::: SOURCE DATA

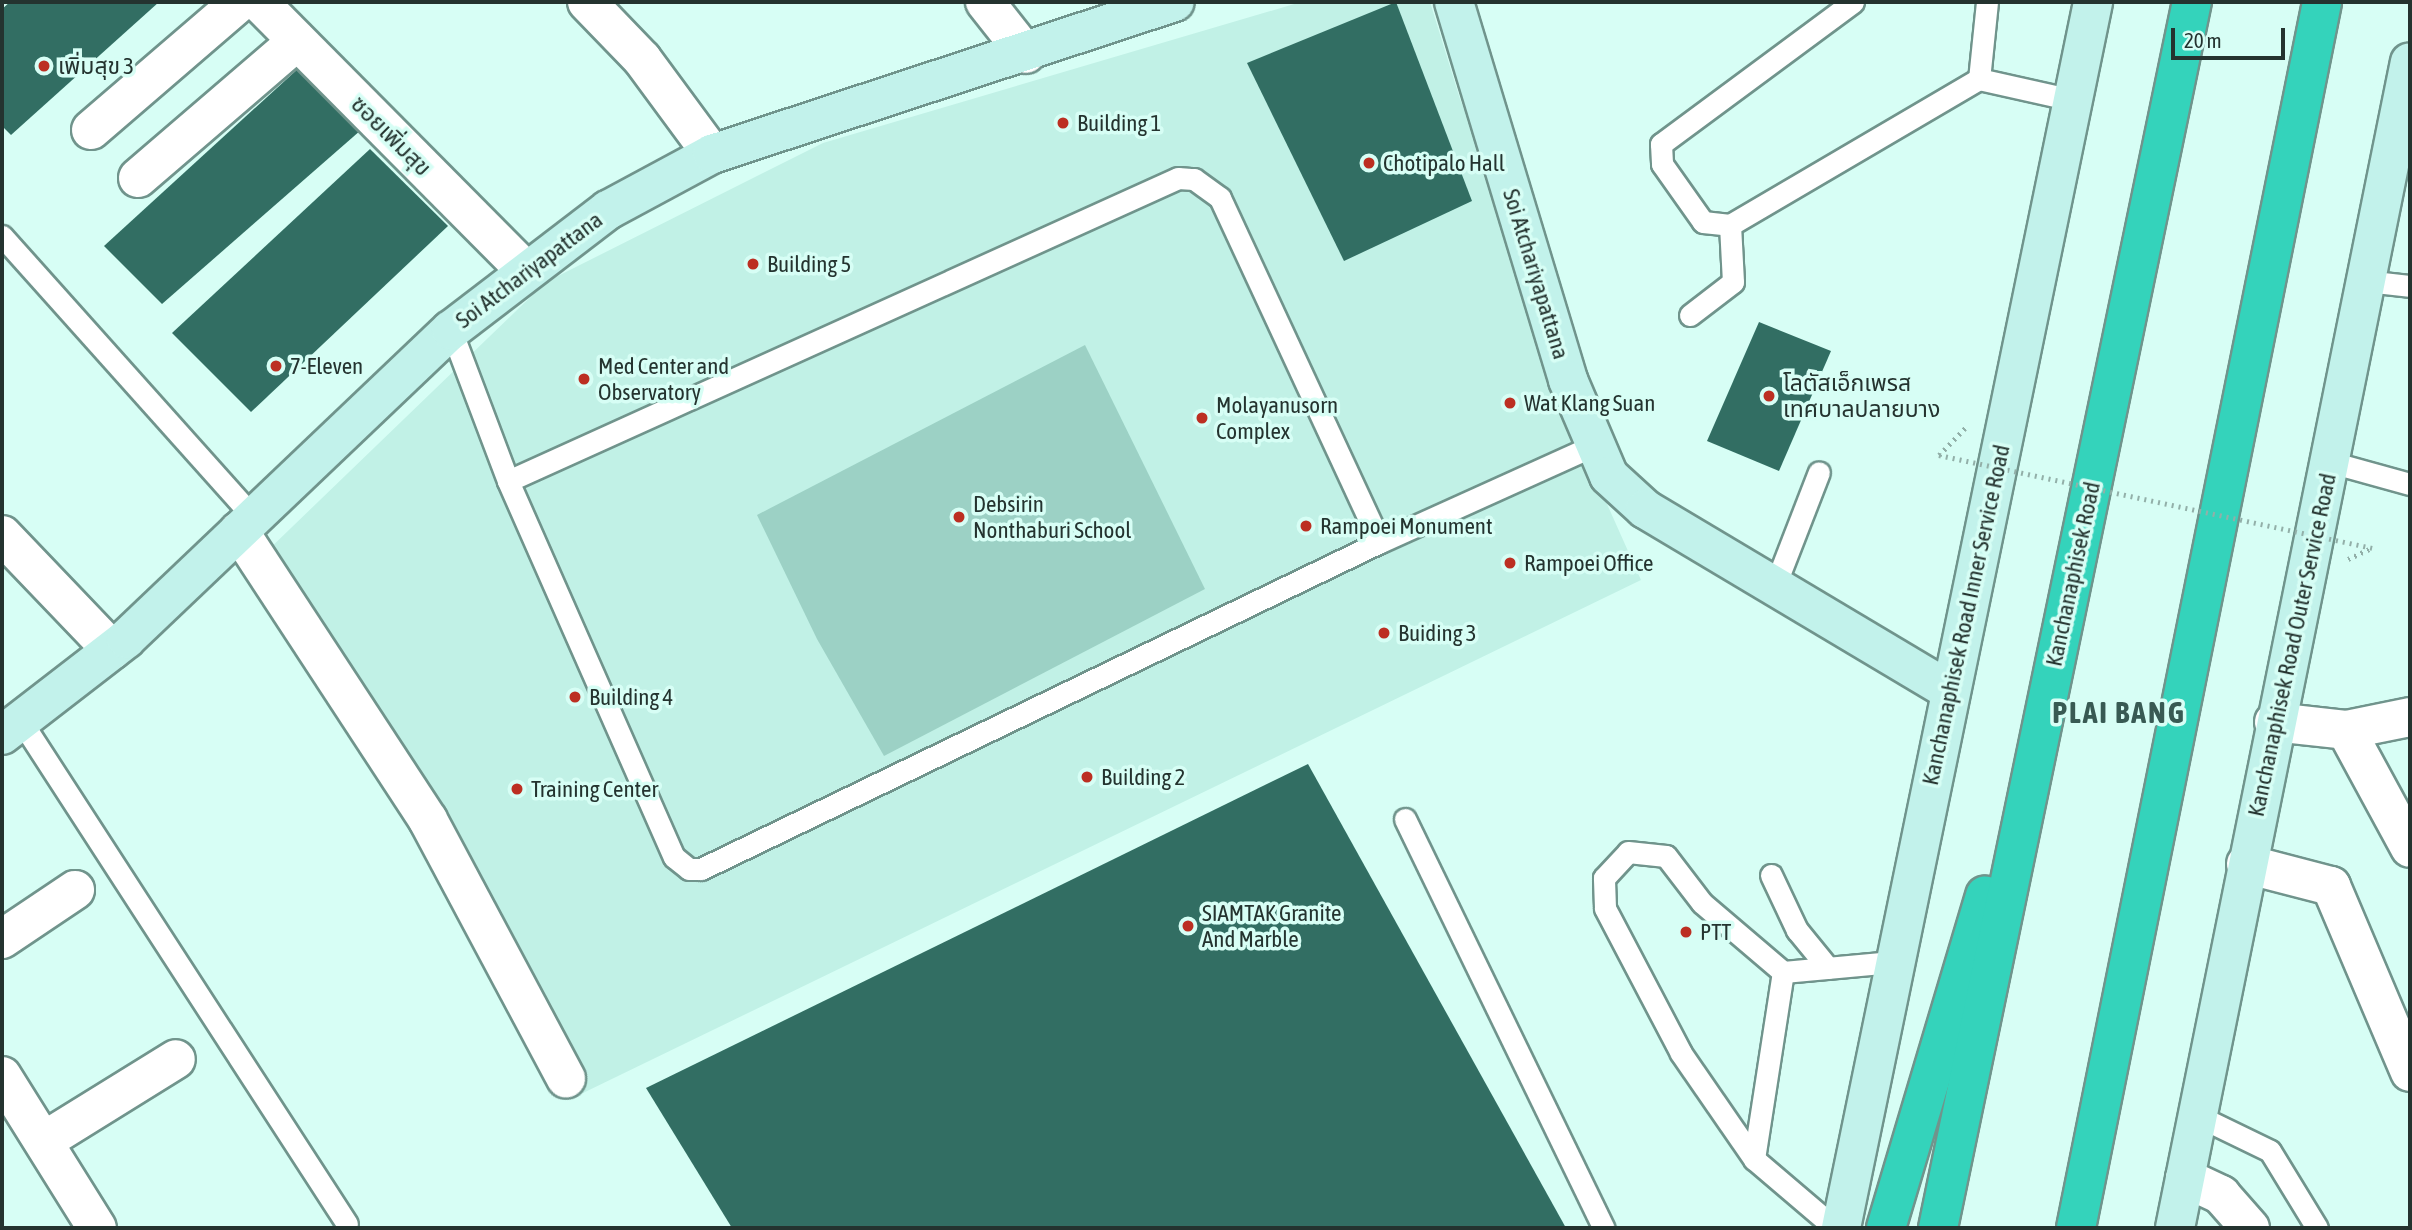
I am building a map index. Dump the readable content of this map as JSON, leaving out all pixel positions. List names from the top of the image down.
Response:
{
  "streets": {
    "highway": ["Kanchanaphisek Road"],
    "main road": ["Soi Atchariyapattana", "Kanchanaphisek Road Inner Service Road", "Kanchanaphisek Road Outer Service Road"],
    "street": ["ซอยเพิ่มสุข"]
  },
  "crossings": [
    ["ซอยเพิ่มสุข", "Soi Atchariyapattana"],
    ["Soi Atchariyapattana", "Kanchanaphisek Road Inner Service Road"]
  ],
  "districts": ["PLAI BANG"],
  "places": [
    "เพิ่มสุข 3",
    "Building 1",
    "Chotipalo Hall",
    "Building 5",
    "7-Eleven",
    "Med Center and Observatory",
    "โลตัสเอ็กเพรส เทศบาลปลายบาง",
    "Wat Klang Suan",
    "Molayanusorn Complex",
    "Debsirin Nonthaburi School",
    "Rampoei Monument",
    "Rampoei Office",
    "Buiding 3",
    "Building 4",
    "Building 2",
    "Training Center",
    "SIAMTAK Granite And Marble",
    "PTT"
  ],
  "scale_bar": "20 m"
}
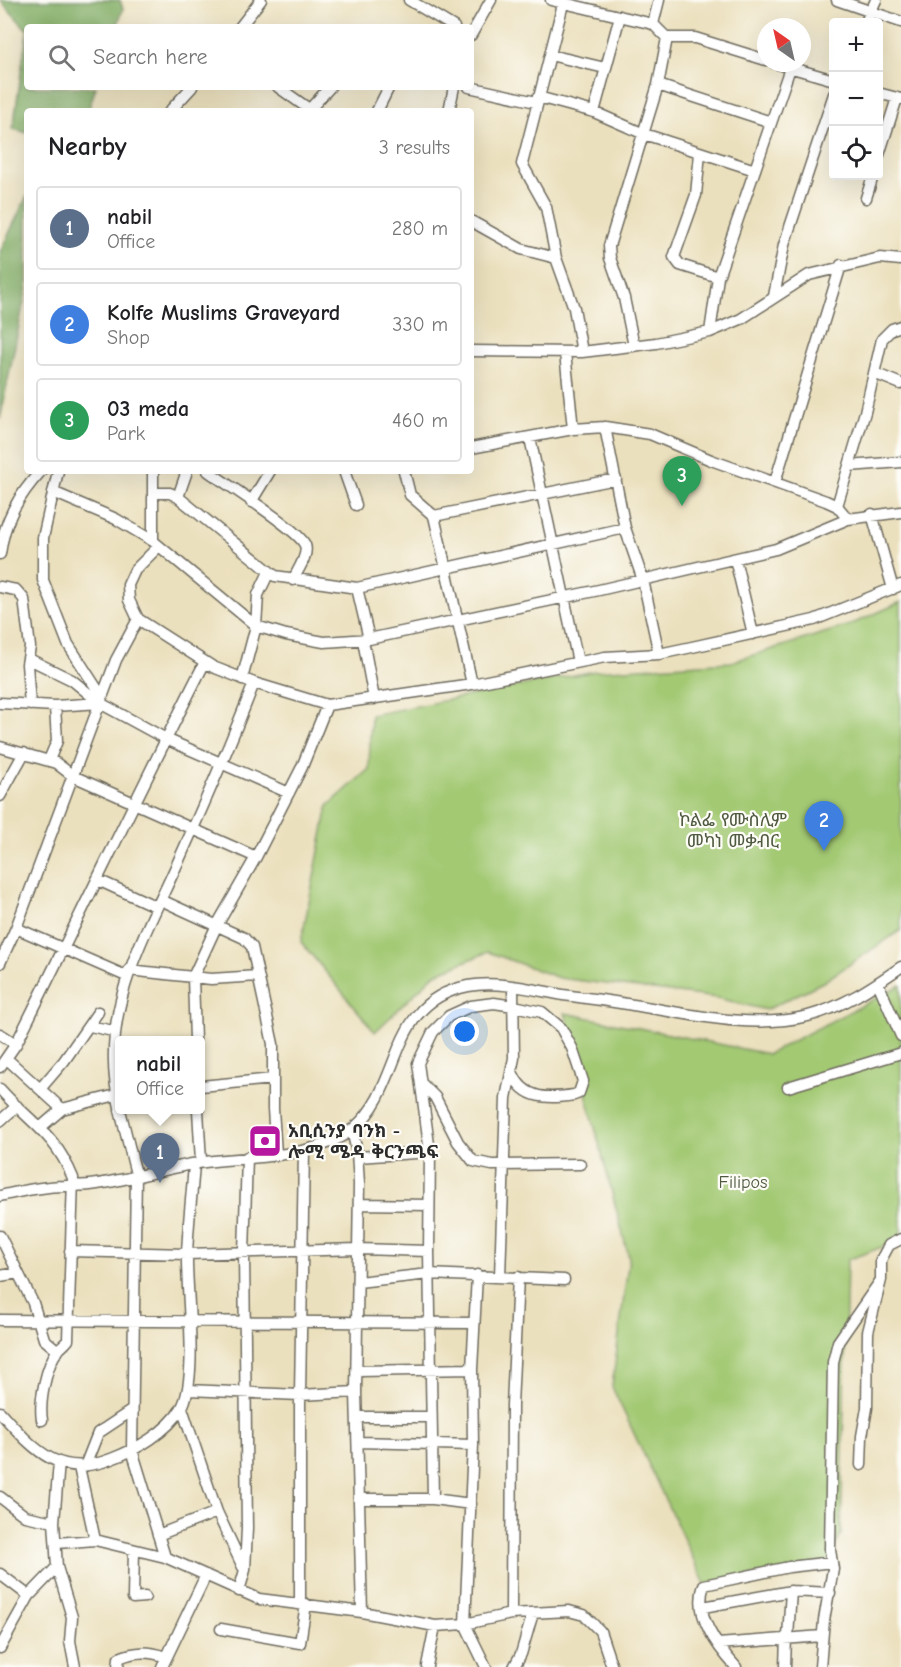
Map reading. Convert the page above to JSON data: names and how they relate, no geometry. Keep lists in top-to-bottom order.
{
  "parks": ["ኮልፌ የሙስሊም መካነ መቃብር", "Filipos"],
  "places": {
    "bank": ["አቢሲንያ ባንክ - ሎሚ ሜዳ ቅርንጫፍ"]
  },
  "north": "top left",
  "page": {
    "map_buttons": ["+", "−"],
    "search": "Search here",
    "heading": ["Nearby", "3 results"],
    "list": [
      {
        "mark": "1",
        "name": "nabil",
        "note": "Office",
        "value": "280 m"
      },
      {
        "mark": "2",
        "name": "Kolfe Muslims Graveyard",
        "note": "Shop",
        "value": "330 m"
      },
      {
        "mark": "3",
        "name": "03 meda",
        "note": "Park",
        "value": "460 m"
      }
    ],
    "pins": ["3", "2", "1"],
    "popup": ["nabil", "Office"]
  }
}
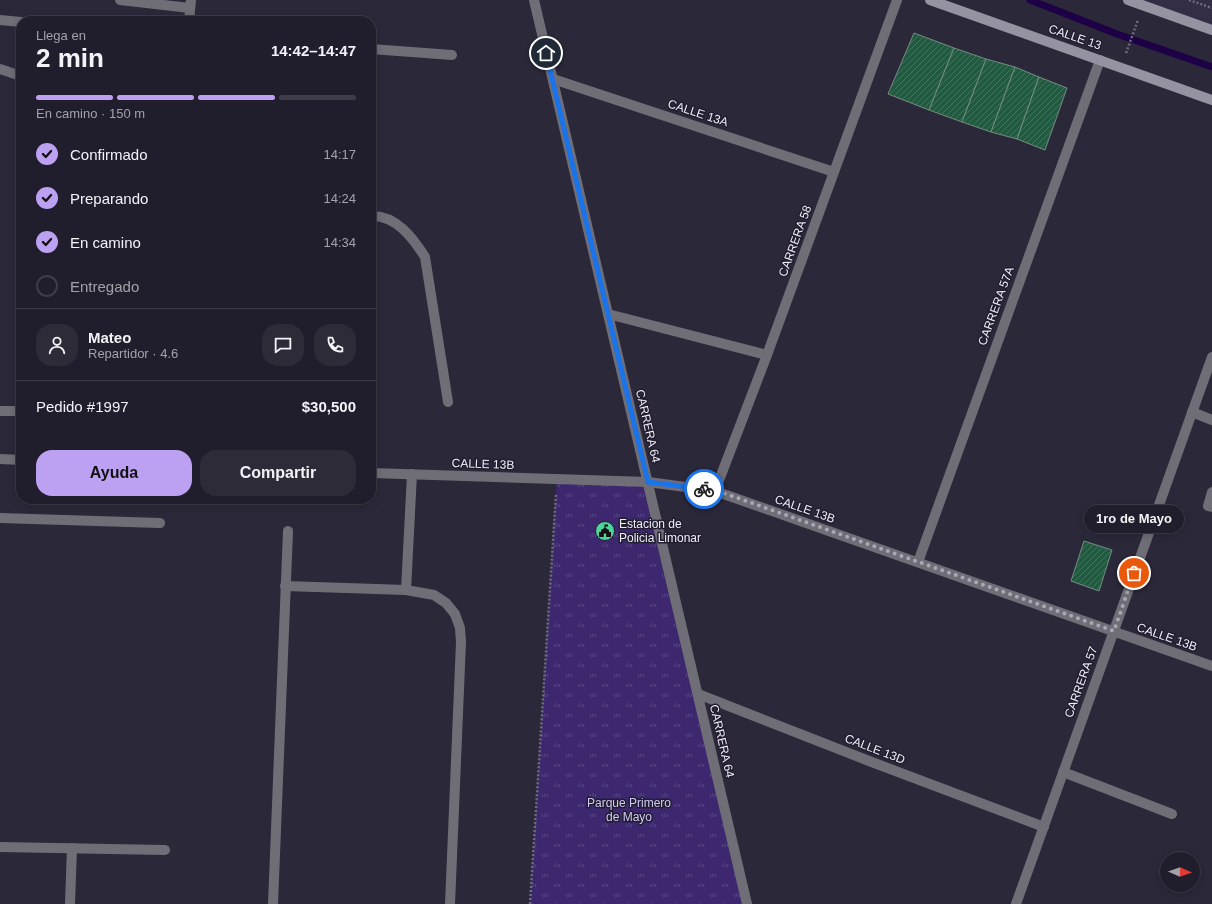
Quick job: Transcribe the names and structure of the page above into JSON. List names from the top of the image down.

::::::

● **BRIEF**:
Whenever a line in the entries holds the word "image", copy that line.

● **RESPONSE**:
I am building a map index. Dump the readable content of this map as JSON, leaving out all pixel positions. List names from the top of the image down.
Quick job: Transcribe the names and structure of the page above into JSON. List names from the top of the image down.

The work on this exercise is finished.